> Task goal:
Your answer must be an exact copy of the entries, containing no images.

> Input for this task:
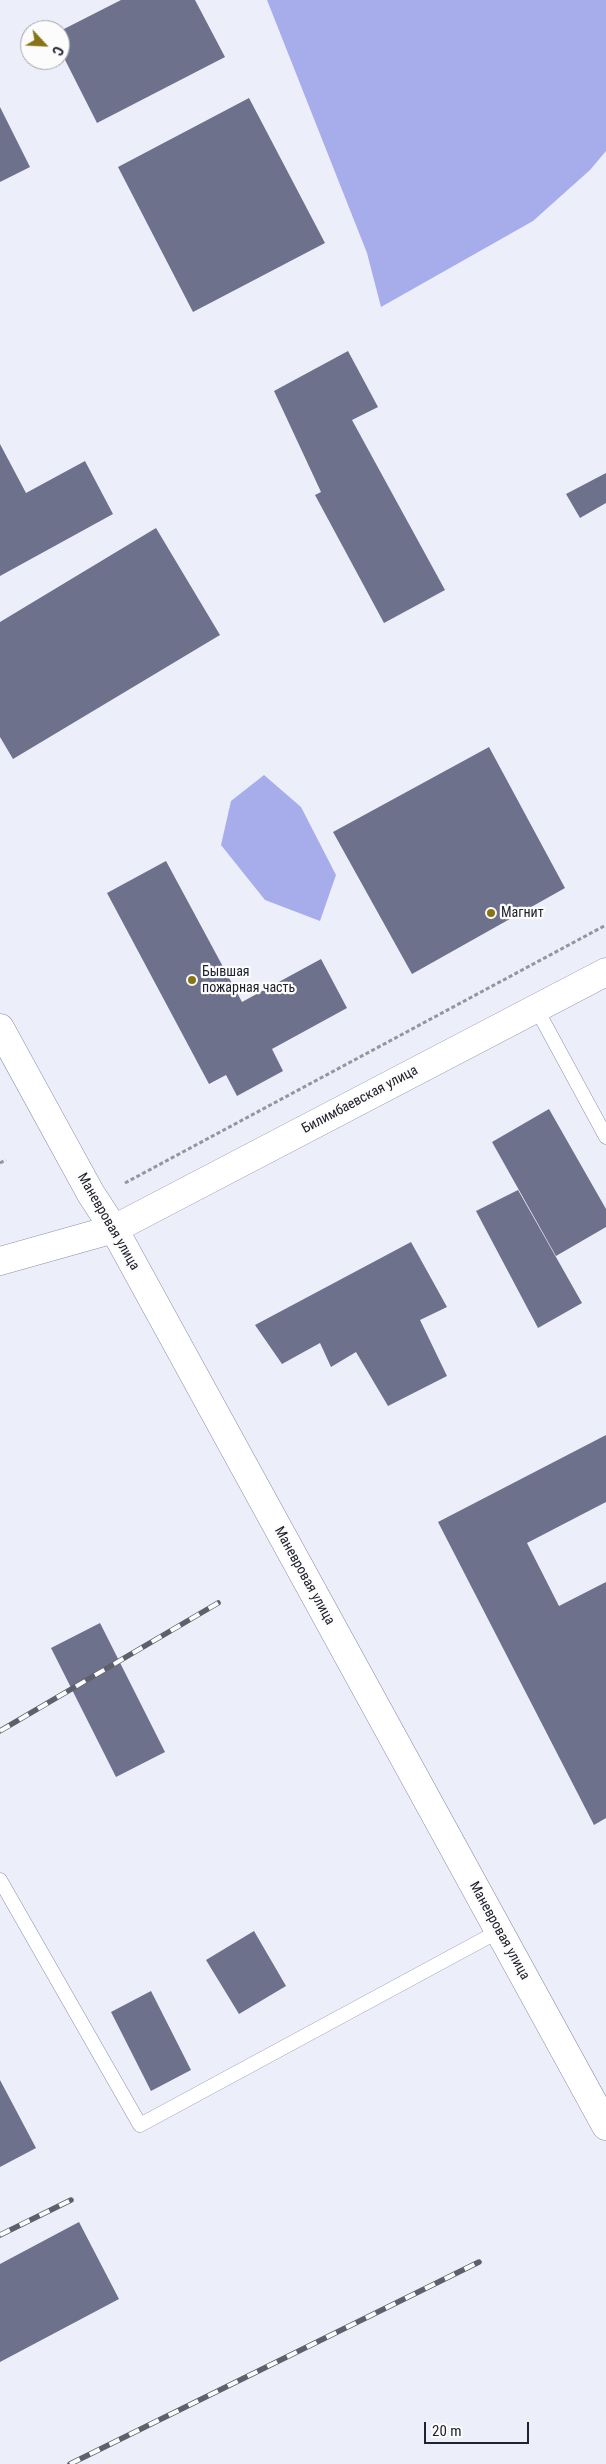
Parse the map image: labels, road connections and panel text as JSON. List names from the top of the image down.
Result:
{
  "streets": {
    "main road": ["Билимбаевская улица", "Маневровая улица"]
  },
  "crossings": [
    ["Билимбаевская улица", "Маневровая улица"]
  ],
  "places": ["Магнит", "Бывшая пожарная часть"],
  "scale_bar": "20 m",
  "north": "bottom right"
}
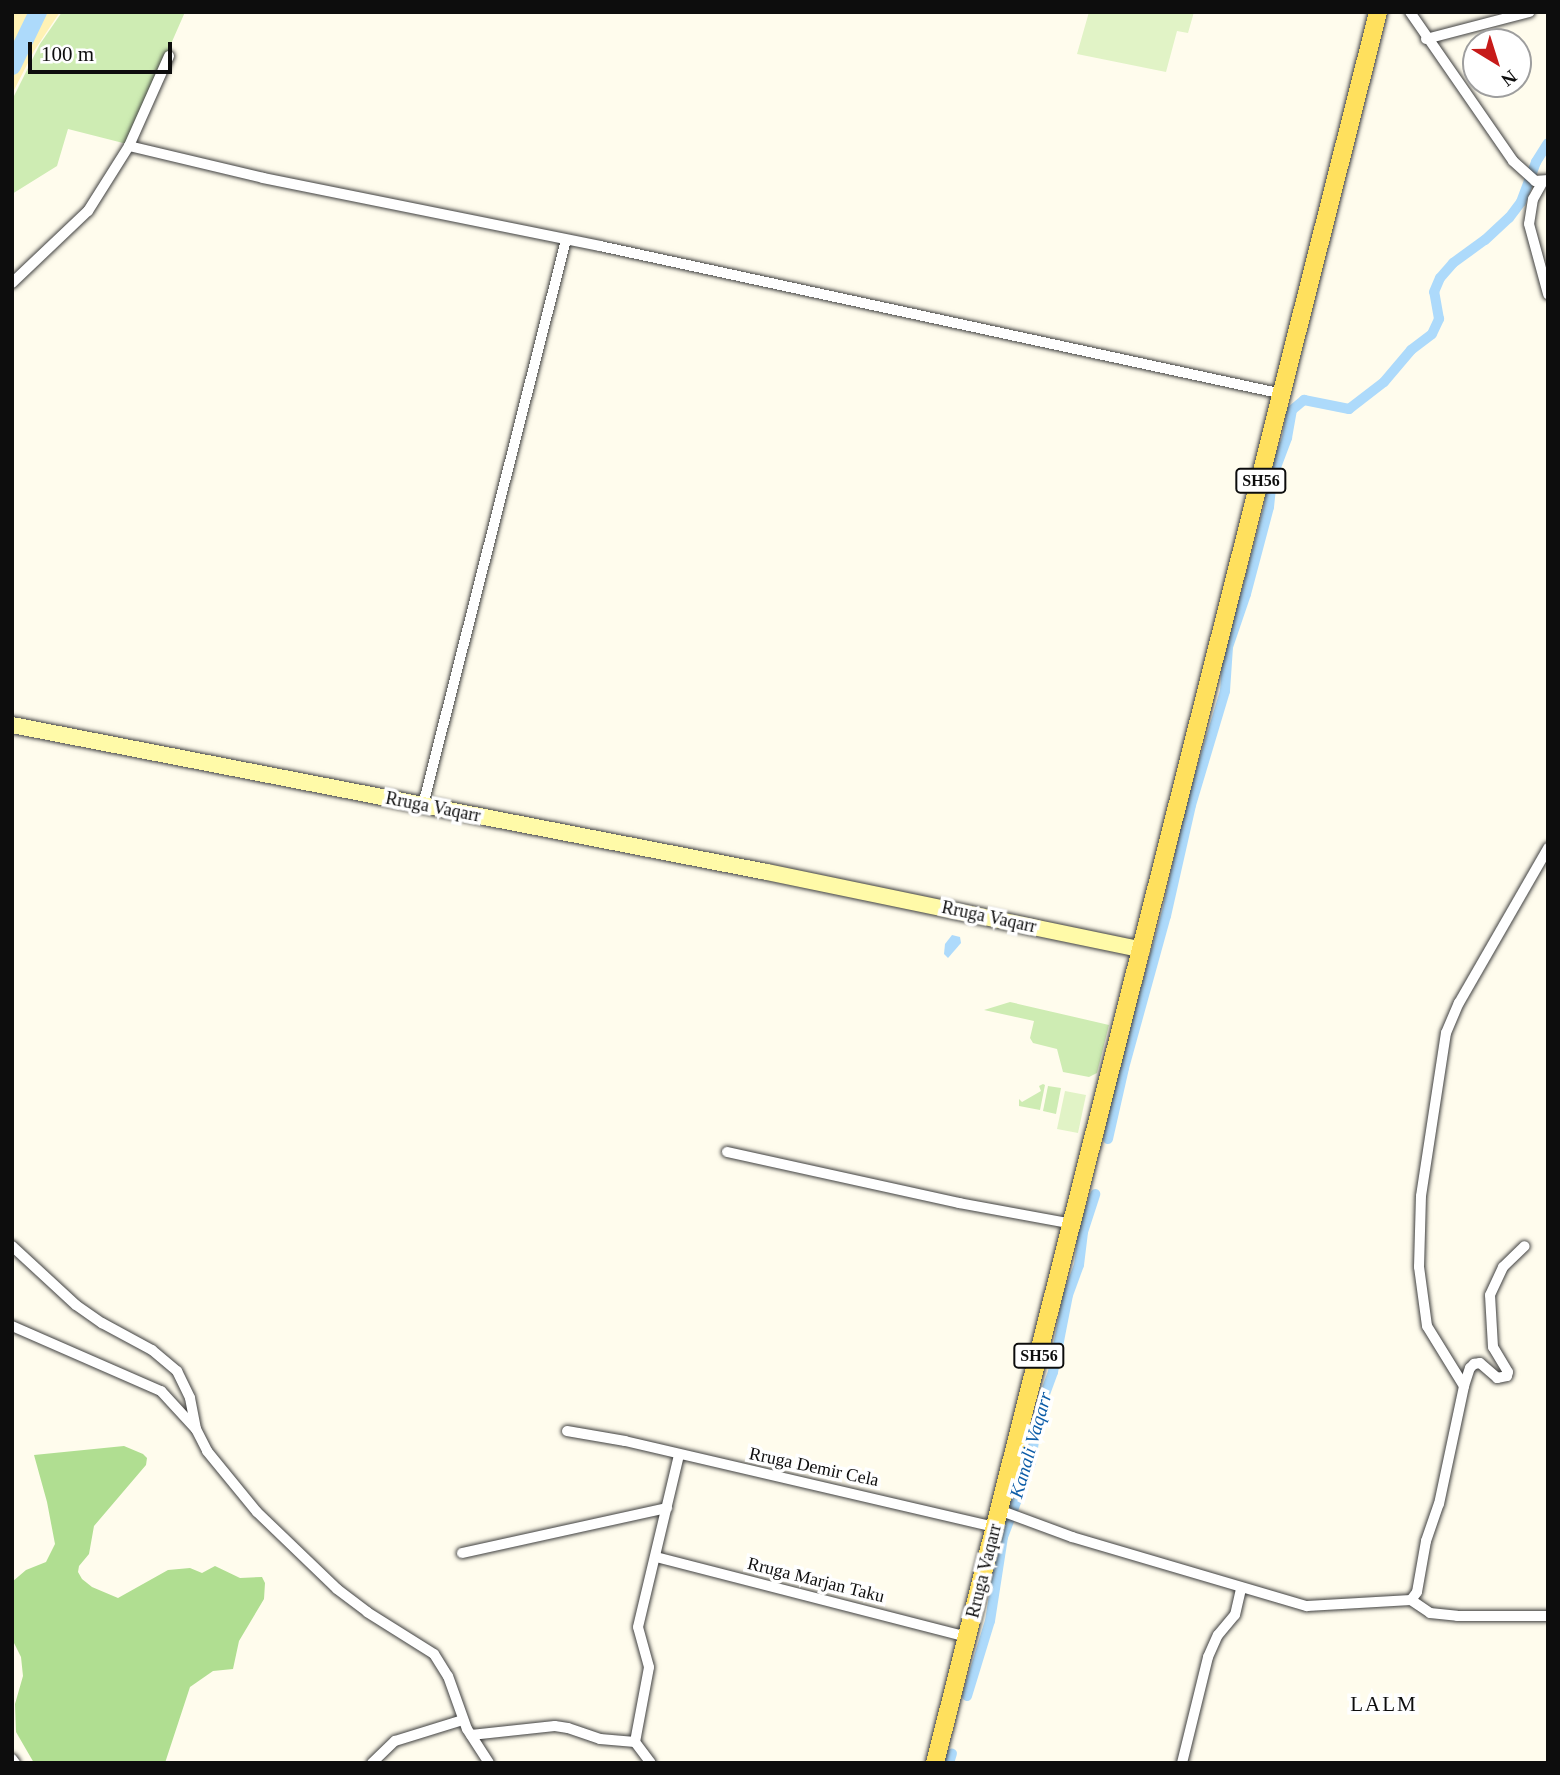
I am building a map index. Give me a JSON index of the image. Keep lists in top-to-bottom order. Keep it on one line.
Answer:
{"streets":{"main road":["SH56","Rruga Vaqarr"],"street":["Rruga Demir Cela","Rruga Marjan Taku"]},"crossings":[["SH56","Rruga Vaqarr"],["Rruga Vaqarr","Rruga Demir Cela"],["Rruga Vaqarr","Rruga Marjan Taku"]],"districts":["LALM"],"water":["Kanali Vaqarr"],"scale_bar":"100 m","north":"bottom right"}
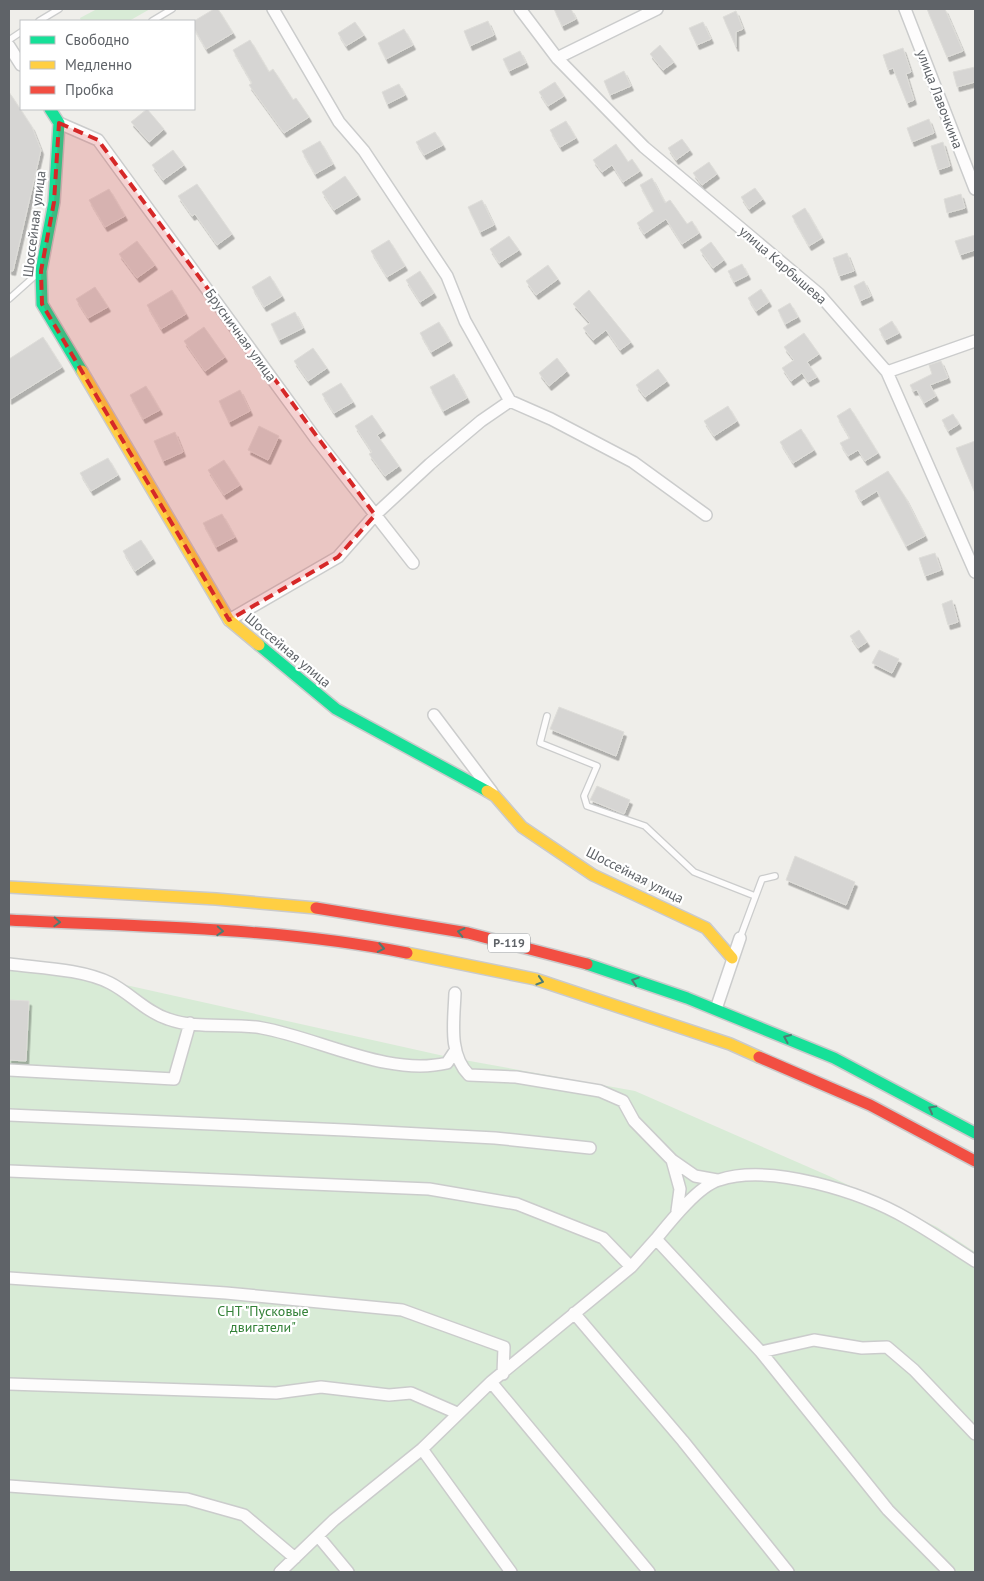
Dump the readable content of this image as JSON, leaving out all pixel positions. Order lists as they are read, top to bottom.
{
  "streets": {
    "main road": ["Шоссейная улица", "Р-119"],
    "street": ["улица Лавочкина", "улица Карбышева", "Брусничная улица"]
  },
  "crossings": [
    ["Шоссейная улица", "Брусничная улица"]
  ],
  "parks": ["СНТ \"Пусковые двигатели\""],
  "legend": ["Свободно", "Медленно", "Пробка"]
}
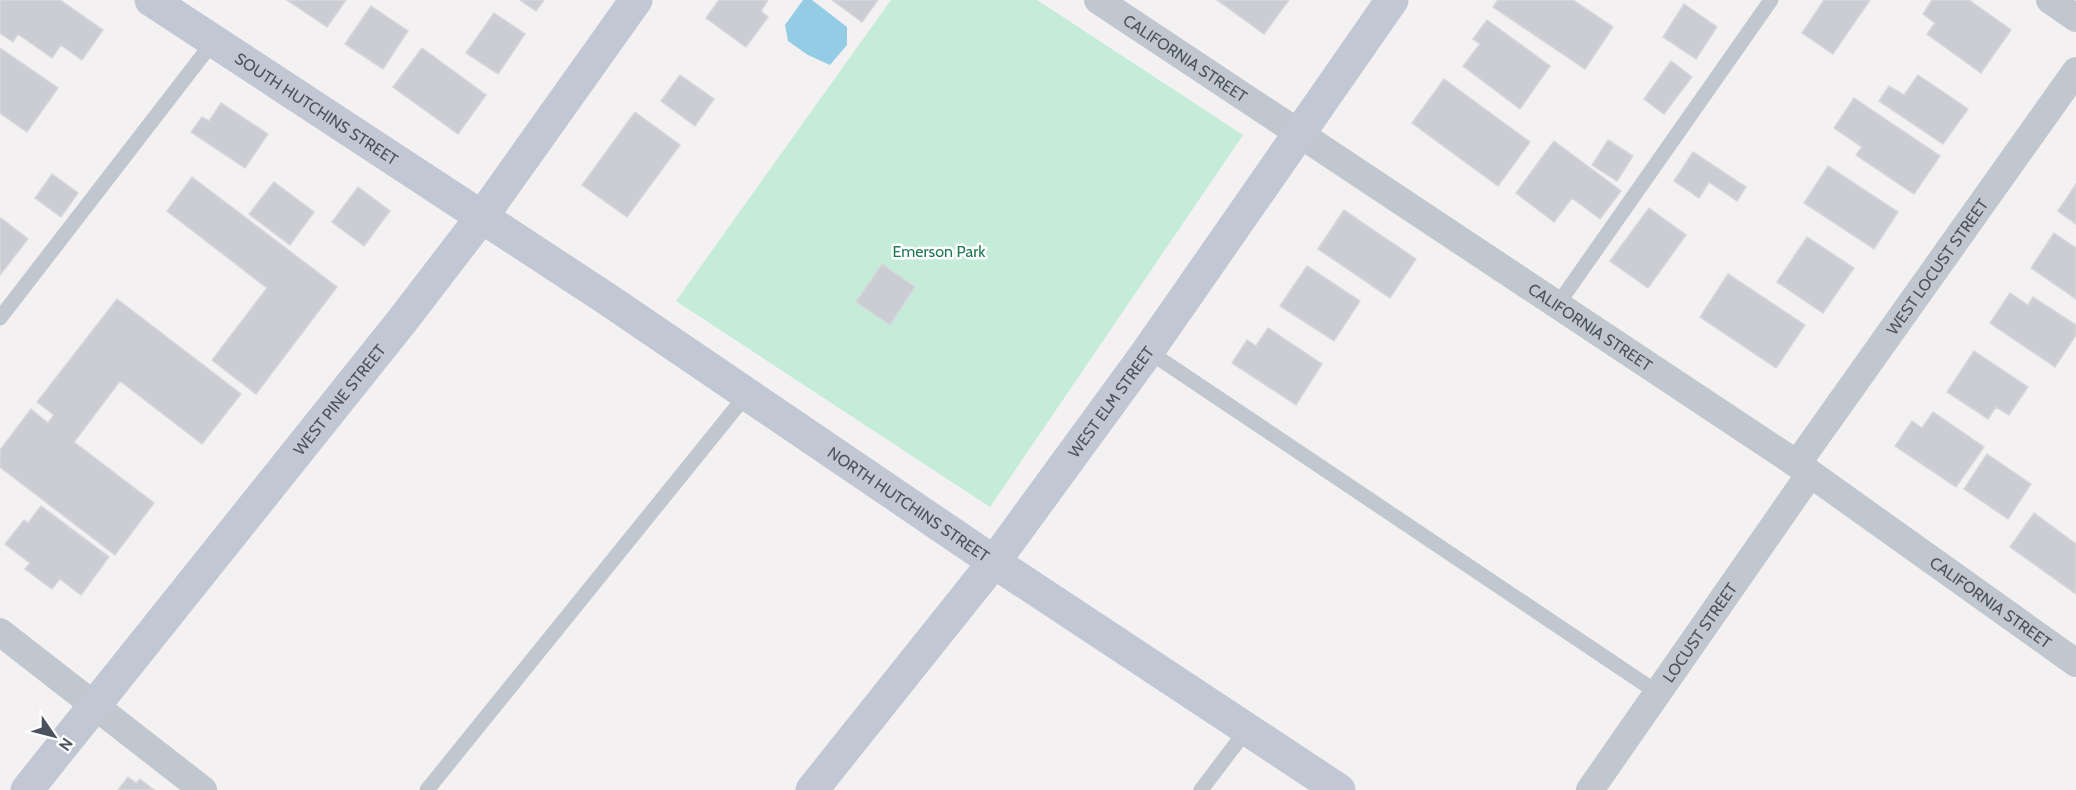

> Answer section:
Parse the map image: labels, road connections and panel text as JSON. List names from the top of the image down.
Result:
{
  "streets": {
    "main road": ["Билимбаевская улица", "Маневровая улица"]
  },
  "crossings": [
    ["Билимбаевская улица", "Маневровая улица"]
  ],
  "places": ["Магнит", "Бывшая пожарная часть"],
  "scale_bar": "20 m",
  "north": "bottom right"
}
I am building a map index. Give me a JSON index of the image. Keep lists in top-to-bottom order. Keep it on one line.
Answer:
{"streets":{"main road":["SH56","Rruga Vaqarr"],"street":["Rruga Demir Cela","Rruga Marjan Taku"]},"crossings":[["SH56","Rruga Vaqarr"],["Rruga Vaqarr","Rruga Demir Cela"],["Rruga Vaqarr","Rruga Marjan Taku"]],"districts":["LALM"],"water":["Kanali Vaqarr"],"scale_bar":"100 m","north":"bottom right"}
Dump the readable content of this image as JSON, leaving out all pixel positions. Order lists as they are read, top to bottom.
{
  "streets": {
    "main road": ["Шоссейная улица", "Р-119"],
    "street": ["улица Лавочкина", "улица Карбышева", "Брусничная улица"]
  },
  "crossings": [
    ["Шоссейная улица", "Брусничная улица"]
  ],
  "parks": ["СНТ \"Пусковые двигатели\""],
  "legend": ["Свободно", "Медленно", "Пробка"]
}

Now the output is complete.